### Try it
Word for word, give every line of the listing again.

*** Input Section Begins ***

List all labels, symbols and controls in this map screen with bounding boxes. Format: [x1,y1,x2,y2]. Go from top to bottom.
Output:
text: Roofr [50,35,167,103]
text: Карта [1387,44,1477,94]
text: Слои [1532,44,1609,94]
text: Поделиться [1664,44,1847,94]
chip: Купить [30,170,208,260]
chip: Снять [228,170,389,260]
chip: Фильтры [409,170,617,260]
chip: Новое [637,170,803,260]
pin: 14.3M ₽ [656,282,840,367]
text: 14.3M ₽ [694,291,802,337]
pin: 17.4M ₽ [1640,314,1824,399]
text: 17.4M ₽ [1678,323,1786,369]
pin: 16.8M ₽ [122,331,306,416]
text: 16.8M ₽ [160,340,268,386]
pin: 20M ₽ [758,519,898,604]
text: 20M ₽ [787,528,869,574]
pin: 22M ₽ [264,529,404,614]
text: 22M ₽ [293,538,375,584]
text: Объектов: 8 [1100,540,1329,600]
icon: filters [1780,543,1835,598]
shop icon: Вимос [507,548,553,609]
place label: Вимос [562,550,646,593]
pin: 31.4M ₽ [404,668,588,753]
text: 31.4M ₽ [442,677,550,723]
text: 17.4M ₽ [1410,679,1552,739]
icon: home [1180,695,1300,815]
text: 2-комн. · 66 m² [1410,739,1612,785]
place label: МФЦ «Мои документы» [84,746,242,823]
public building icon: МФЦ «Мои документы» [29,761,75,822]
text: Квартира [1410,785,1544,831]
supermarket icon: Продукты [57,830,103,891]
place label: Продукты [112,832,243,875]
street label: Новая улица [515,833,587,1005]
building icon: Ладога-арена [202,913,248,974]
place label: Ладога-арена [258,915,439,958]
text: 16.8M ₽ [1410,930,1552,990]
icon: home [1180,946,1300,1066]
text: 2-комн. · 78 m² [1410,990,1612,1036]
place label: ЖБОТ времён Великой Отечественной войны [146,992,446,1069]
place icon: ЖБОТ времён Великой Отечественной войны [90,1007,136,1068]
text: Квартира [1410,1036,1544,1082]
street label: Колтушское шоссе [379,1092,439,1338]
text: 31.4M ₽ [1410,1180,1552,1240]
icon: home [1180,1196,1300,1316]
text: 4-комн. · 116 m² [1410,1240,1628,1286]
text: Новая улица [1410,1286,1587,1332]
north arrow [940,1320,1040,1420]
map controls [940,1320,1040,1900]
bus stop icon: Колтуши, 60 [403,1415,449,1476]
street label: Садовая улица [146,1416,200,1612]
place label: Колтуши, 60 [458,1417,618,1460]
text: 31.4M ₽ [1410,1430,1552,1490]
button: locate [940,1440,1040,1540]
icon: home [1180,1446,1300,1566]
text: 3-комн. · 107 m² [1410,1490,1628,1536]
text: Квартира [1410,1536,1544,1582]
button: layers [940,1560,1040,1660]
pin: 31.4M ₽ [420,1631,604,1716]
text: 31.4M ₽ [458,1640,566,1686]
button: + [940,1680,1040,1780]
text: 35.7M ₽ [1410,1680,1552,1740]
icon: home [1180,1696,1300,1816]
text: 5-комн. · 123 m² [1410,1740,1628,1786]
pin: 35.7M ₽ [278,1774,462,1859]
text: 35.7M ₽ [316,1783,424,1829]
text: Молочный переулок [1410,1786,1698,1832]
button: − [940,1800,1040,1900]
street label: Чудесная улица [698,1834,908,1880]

*** Input Section Ends ***

### Completed exercise
List all labels, symbols and controls in this map screen with bounding boxes. Format: [x1,y1,x2,y2]. Go from top to bottom.
Output:
text: Roofr [50,35,167,103]
text: Карта [1387,44,1477,94]
text: Слои [1532,44,1609,94]
text: Поделиться [1664,44,1847,94]
chip: Купить [30,170,208,260]
chip: Снять [228,170,389,260]
chip: Фильтры [409,170,617,260]
chip: Новое [637,170,803,260]
pin: 14.3M ₽ [656,282,840,367]
text: 14.3M ₽ [694,291,802,337]
pin: 17.4M ₽ [1640,314,1824,399]
text: 17.4M ₽ [1678,323,1786,369]
pin: 16.8M ₽ [122,331,306,416]
text: 16.8M ₽ [160,340,268,386]
pin: 20M ₽ [758,519,898,604]
text: 20M ₽ [787,528,869,574]
pin: 22M ₽ [264,529,404,614]
text: 22M ₽ [293,538,375,584]
text: Объектов: 8 [1100,540,1329,600]
icon: filters [1780,543,1835,598]
shop icon: Вимос [507,548,553,609]
place label: Вимос [562,550,646,593]
pin: 31.4M ₽ [404,668,588,753]
text: 31.4M ₽ [442,677,550,723]
text: 17.4M ₽ [1410,679,1552,739]
icon: home [1180,695,1300,815]
text: 2-комн. · 66 m² [1410,739,1612,785]
place label: МФЦ «Мои документы» [84,746,242,823]
public building icon: МФЦ «Мои документы» [29,761,75,822]
text: Квартира [1410,785,1544,831]
supermarket icon: Продукты [57,830,103,891]
place label: Продукты [112,832,243,875]
street label: Новая улица [515,833,587,1005]
building icon: Ладога-арена [202,913,248,974]
place label: Ладога-арена [258,915,439,958]
text: 16.8M ₽ [1410,930,1552,990]
icon: home [1180,946,1300,1066]
text: 2-комн. · 78 m² [1410,990,1612,1036]
place label: ЖБОТ времён Великой Отечественной войны [146,992,446,1069]
place icon: ЖБОТ времён Великой Отечественной войны [90,1007,136,1068]
text: Квартира [1410,1036,1544,1082]
street label: Колтушское шоссе [379,1092,439,1338]
text: 31.4M ₽ [1410,1180,1552,1240]
icon: home [1180,1196,1300,1316]
text: 4-комн. · 116 m² [1410,1240,1628,1286]
text: Новая улица [1410,1286,1587,1332]
north arrow [940,1320,1040,1420]
map controls [940,1320,1040,1900]
bus stop icon: Колтуши, 60 [403,1415,449,1476]
street label: Садовая улица [146,1416,200,1612]
place label: Колтуши, 60 [458,1417,618,1460]
text: 31.4M ₽ [1410,1430,1552,1490]
button: locate [940,1440,1040,1540]
icon: home [1180,1446,1300,1566]
text: 3-комн. · 107 m² [1410,1490,1628,1536]
text: Квартира [1410,1536,1544,1582]
button: layers [940,1560,1040,1660]
pin: 31.4M ₽ [420,1631,604,1716]
text: 31.4M ₽ [458,1640,566,1686]
button: + [940,1680,1040,1780]
text: 35.7M ₽ [1410,1680,1552,1740]
icon: home [1180,1696,1300,1816]
text: 5-комн. · 123 m² [1410,1740,1628,1786]
pin: 35.7M ₽ [278,1774,462,1859]
text: 35.7M ₽ [316,1783,424,1829]
text: Молочный переулок [1410,1786,1698,1832]
button: − [940,1800,1040,1900]
street label: Чудесная улица [698,1834,908,1880]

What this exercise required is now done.